• [Required work] Exactly the lines from the beginning of the records to the line with "1px #a4b2ac) drop-shadow(0", both ends included, are to be given again, and pictures are to be left out.

Saved data entries
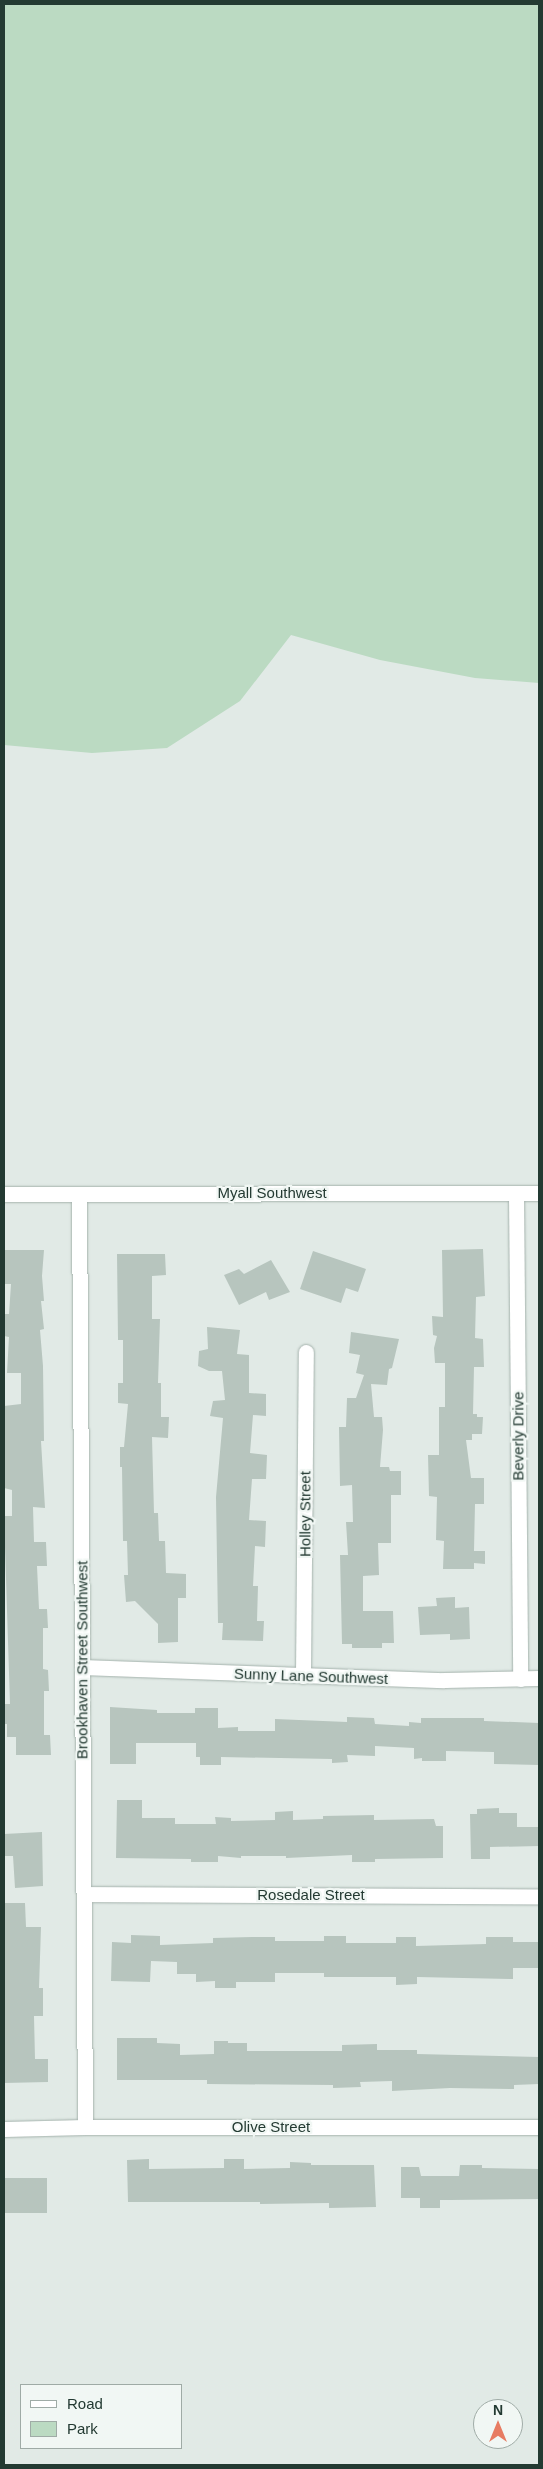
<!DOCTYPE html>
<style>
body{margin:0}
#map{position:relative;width:543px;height:2469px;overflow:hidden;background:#e1eae6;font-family:Arial,sans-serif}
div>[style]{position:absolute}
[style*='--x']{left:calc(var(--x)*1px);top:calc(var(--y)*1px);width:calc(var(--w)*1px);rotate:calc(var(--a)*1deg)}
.green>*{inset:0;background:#bbdac2}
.building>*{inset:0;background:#b7c5be;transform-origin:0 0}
.roads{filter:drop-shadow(0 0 1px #a4b2ac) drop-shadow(0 0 1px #a4b2ac)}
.street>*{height:15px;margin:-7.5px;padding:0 7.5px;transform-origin:7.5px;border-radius:7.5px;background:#fff}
.secondary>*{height:15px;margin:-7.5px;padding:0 7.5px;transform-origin:7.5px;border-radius:7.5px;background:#fff}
span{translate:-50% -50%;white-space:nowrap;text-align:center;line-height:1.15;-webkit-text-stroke:4.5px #f1f7f4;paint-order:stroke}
.street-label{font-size:15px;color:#233a32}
.frame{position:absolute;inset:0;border:5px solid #233a32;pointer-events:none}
.legend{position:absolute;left:20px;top:2384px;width:162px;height:65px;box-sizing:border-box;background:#f1f7f4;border:1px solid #9faba6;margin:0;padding:6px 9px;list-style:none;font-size:15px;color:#233a32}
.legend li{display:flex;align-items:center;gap:10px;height:25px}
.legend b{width:25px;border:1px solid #9faba6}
.north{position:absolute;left:473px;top:2399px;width:50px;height:50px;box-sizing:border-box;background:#f1f7f4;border:1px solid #9faba6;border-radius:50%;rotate:0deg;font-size:14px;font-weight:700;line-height:20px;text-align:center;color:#233a32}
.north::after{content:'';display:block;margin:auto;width:18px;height:22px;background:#e77c62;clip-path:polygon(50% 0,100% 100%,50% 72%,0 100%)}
</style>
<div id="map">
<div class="green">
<i style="clip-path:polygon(4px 4px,539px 4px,539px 683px,475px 678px,380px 660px,291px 635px,240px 701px,167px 748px,92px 753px,4px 745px)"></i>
</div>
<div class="building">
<i style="clip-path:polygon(483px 1249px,485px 1296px,476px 1297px,475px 1338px,483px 1339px,484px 1367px,474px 1367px,473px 1414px,477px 1414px,477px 1417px,483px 1417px,482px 1434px,472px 1434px,472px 1440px,466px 1440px,471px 1478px,484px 1478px,484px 1504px,475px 1504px,474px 1551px,485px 1551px,485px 1564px,474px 1563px,474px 1569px,443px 1569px,444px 1541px,436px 1540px,437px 1497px,429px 1496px,428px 1455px,439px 1455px,439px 1407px,445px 1407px,445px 1363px,435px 1363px,434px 1348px,437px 1336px,433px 1335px,432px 1316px,443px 1317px,442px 1250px)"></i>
<i style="clip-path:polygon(4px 1250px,44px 1250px,42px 1276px,44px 1301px,41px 1301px,44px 1329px,40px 1330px,43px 1366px,44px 1441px,41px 1441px,45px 1508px,33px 1507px,34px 1542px,46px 1542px,47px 1566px,37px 1566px,39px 1609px,47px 1609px,48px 1628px,43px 1628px,43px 1669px,48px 1670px,49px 1691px,44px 1691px,44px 1735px,50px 1735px,51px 1755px,16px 1755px,16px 1737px,7px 1737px,7px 1724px,4px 1724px,4px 1704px,10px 1704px,4px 1516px,12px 1516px,12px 1490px,4px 1488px,4px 1406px,21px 1404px,21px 1373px,7px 1373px,9px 1337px,4px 1336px,4px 1314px,9px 1314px,11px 1284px,4px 1284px)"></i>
<i style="clip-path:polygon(313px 1251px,366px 1269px,358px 1292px,346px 1288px,341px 1303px,300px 1289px)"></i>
<i style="clip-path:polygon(117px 1254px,165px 1254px,166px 1275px,152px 1276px,152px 1319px,160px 1319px,158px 1383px,161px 1383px,161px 1417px,169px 1417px,168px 1438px,152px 1437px,154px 1513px,158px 1513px,159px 1541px,165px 1541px,166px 1573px,186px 1574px,186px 1598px,178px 1598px,178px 1642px,158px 1643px,158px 1624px,135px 1601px,126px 1602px,124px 1575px,128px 1575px,127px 1541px,123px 1541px,122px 1467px,120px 1467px,120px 1447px,124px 1447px,128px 1404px,118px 1403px,118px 1383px,123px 1383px,123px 1340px,118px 1340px)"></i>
<i style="clip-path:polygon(271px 1260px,290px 1292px,269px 1300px,266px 1292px,239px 1305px,224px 1275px,239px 1269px,244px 1274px)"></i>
<i style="clip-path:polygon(207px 1327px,240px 1330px,237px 1354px,249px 1355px,249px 1393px,266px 1394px,266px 1416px,253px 1415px,250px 1453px,267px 1455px,266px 1479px,252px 1479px,249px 1520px,266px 1521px,265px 1547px,255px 1546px,253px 1586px,258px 1586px,257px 1621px,264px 1621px,263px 1641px,222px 1640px,223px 1623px,218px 1623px,216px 1497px,223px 1418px,210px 1416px,213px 1401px,225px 1400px,222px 1371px,209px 1371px,198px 1366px,199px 1351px,208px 1349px)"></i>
<i style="clip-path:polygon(351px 1332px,399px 1339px,392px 1368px,389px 1369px,387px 1385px,371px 1384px,374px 1417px,382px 1417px,383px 1430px,380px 1467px,389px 1467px,390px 1471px,401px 1471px,401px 1495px,391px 1495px,391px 1543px,378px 1543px,379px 1575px,363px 1576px,363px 1611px,393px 1611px,394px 1643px,382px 1643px,382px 1648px,352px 1648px,352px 1644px,342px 1644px,340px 1555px,348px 1555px,346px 1522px,353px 1522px,352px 1485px,340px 1486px,339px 1427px,346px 1427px,347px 1398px,356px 1398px,364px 1375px,356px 1373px,360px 1355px,349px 1353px)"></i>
<i style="clip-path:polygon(455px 1597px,455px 1608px,469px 1607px,470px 1639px,450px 1640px,450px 1634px,420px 1635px,418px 1607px,437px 1606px,436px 1598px)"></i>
<i style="clip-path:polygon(110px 1707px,157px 1710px,157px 1713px,195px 1713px,195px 1708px,218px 1708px,218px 1728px,238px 1727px,238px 1731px,275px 1731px,275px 1719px,347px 1722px,347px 1717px,374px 1718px,375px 1724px,409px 1726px,409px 1722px,421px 1723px,421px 1718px,484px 1718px,484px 1721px,539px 1723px,539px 1765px,494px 1764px,494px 1752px,446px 1751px,446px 1761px,422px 1761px,422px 1758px,414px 1759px,414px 1748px,375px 1746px,375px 1756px,347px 1755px,348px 1762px,332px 1763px,332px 1759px,221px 1757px,221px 1765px,200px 1765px,200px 1757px,196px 1757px,196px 1743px,136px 1743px,136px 1764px,110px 1764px)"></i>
<i style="clip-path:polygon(117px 1800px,142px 1800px,142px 1818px,175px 1818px,175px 1824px,216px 1824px,215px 1817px,231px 1818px,231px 1821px,275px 1820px,275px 1812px,293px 1811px,293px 1820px,323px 1819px,323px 1816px,374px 1815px,374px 1820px,434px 1819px,436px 1826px,443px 1826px,443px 1858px,375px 1859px,375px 1862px,352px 1862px,352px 1855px,286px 1858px,286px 1856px,241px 1856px,241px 1858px,218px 1856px,218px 1862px,191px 1862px,191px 1859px,116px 1858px)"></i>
<i style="clip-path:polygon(499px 1808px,499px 1813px,517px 1813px,517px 1827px,539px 1827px,539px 1846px,490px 1847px,490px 1859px,471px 1859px,470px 1814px,477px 1814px,477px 1809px)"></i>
<i style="clip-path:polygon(42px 1832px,43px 1886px,15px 1888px,13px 1856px,5px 1856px,4px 1834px)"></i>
<i style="clip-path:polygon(4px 1903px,25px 1903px,26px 1927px,41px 1927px,39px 1988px,43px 1988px,43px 2016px,34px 2016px,35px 2059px,48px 2059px,48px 2082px,4px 2083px)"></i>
<i style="clip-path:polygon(131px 1935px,160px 1936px,160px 1945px,213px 1943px,213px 1938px,252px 1937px,275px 1937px,275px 1941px,324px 1941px,324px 1936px,346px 1936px,346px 1943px,396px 1943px,396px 1937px,416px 1937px,416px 1946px,486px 1944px,486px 1937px,513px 1937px,513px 1942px,539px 1942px,539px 1968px,513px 1968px,513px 1979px,417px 1977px,417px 1984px,396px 1985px,396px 1977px,324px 1977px,324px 1973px,275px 1973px,275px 1982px,236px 1982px,236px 1988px,215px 1988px,215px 1981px,196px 1982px,196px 1974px,177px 1974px,177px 1962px,151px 1961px,150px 1982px,111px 1981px,112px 1942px,131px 1943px)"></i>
<i style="clip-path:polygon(117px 2038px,157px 2038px,157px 2043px,180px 2044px,180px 2055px,214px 2054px,214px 2041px,228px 2041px,228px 2043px,247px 2043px,247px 2051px,342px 2051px,342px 2045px,377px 2044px,377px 2050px,417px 2050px,417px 2054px,539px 2057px,539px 2084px,514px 2085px,514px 2089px,450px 2088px,392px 2091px,392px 2081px,360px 2082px,361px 2087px,333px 2088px,333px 2085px,207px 2084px,207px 2080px,117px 2080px)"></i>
<i style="clip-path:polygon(149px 2159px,149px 2169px,224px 2168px,224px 2159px,244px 2159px,244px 2169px,290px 2168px,290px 2162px,311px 2163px,311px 2165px,374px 2165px,376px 2207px,329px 2208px,329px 2203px,260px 2204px,260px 2202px,128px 2202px,127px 2160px)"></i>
<i style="clip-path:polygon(460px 2165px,482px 2165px,482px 2168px,539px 2169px,539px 2199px,450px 2200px,440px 2200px,440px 2208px,420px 2208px,420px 2198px,401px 2198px,401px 2167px,419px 2167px,421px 2176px,459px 2176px)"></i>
<i style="left:47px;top:2178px;width:35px;height:43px;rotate:90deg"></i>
</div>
<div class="roads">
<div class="street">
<i style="--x:516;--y:1193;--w:486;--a:89.5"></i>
<i style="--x:79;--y:1194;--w:933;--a:89.63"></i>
<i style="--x:82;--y:1667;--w:362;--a:2.1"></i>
<i style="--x:444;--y:1680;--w:95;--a:-1.2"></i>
<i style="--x:303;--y:1676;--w:324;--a:-89.5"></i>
<i style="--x:84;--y:1894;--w:455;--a:0.3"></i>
<i style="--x:4;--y:2129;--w:81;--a:-1.4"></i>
<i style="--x:85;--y:2127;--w:454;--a:0"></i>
</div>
<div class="secondary">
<i style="--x:4;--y:1194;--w:535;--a:-0.11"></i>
</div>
</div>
<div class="street-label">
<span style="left:272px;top:1193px">Myall Southwest</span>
<span style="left:518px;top:1436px;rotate:-90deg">Beverly Drive</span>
<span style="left:305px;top:1514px;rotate:-90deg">Holley Street</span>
<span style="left:82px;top:1660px;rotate:-90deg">Brookhaven Street Southwest</span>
<span style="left:311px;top:1676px;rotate:2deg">Sunny Lane Southwest</span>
<span style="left:311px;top:1895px">Rosedale Street</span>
<span style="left:271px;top:2127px">Olive Street</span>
</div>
<div class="frame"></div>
<ul class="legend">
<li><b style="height:6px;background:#fff"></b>Road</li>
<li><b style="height:14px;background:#bbdac2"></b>Park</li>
</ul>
<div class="north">N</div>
</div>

• [Response to this exercise]
<!DOCTYPE html>
<style>
body{margin:0}
#map{position:relative;width:543px;height:2469px;overflow:hidden;background:#e1eae6;font-family:Arial,sans-serif}
div>[style]{position:absolute}
[style*='--x']{left:calc(var(--x)*1px);top:calc(var(--y)*1px);width:calc(var(--w)*1px);rotate:calc(var(--a)*1deg)}
.green>*{inset:0;background:#bbdac2}
.building>*{inset:0;background:#b7c5be;transform-origin:0 0}
.roads{filter:drop-shadow(0 0 1px #a4b2ac) drop-shadow(0 0 1px #a4b2ac)}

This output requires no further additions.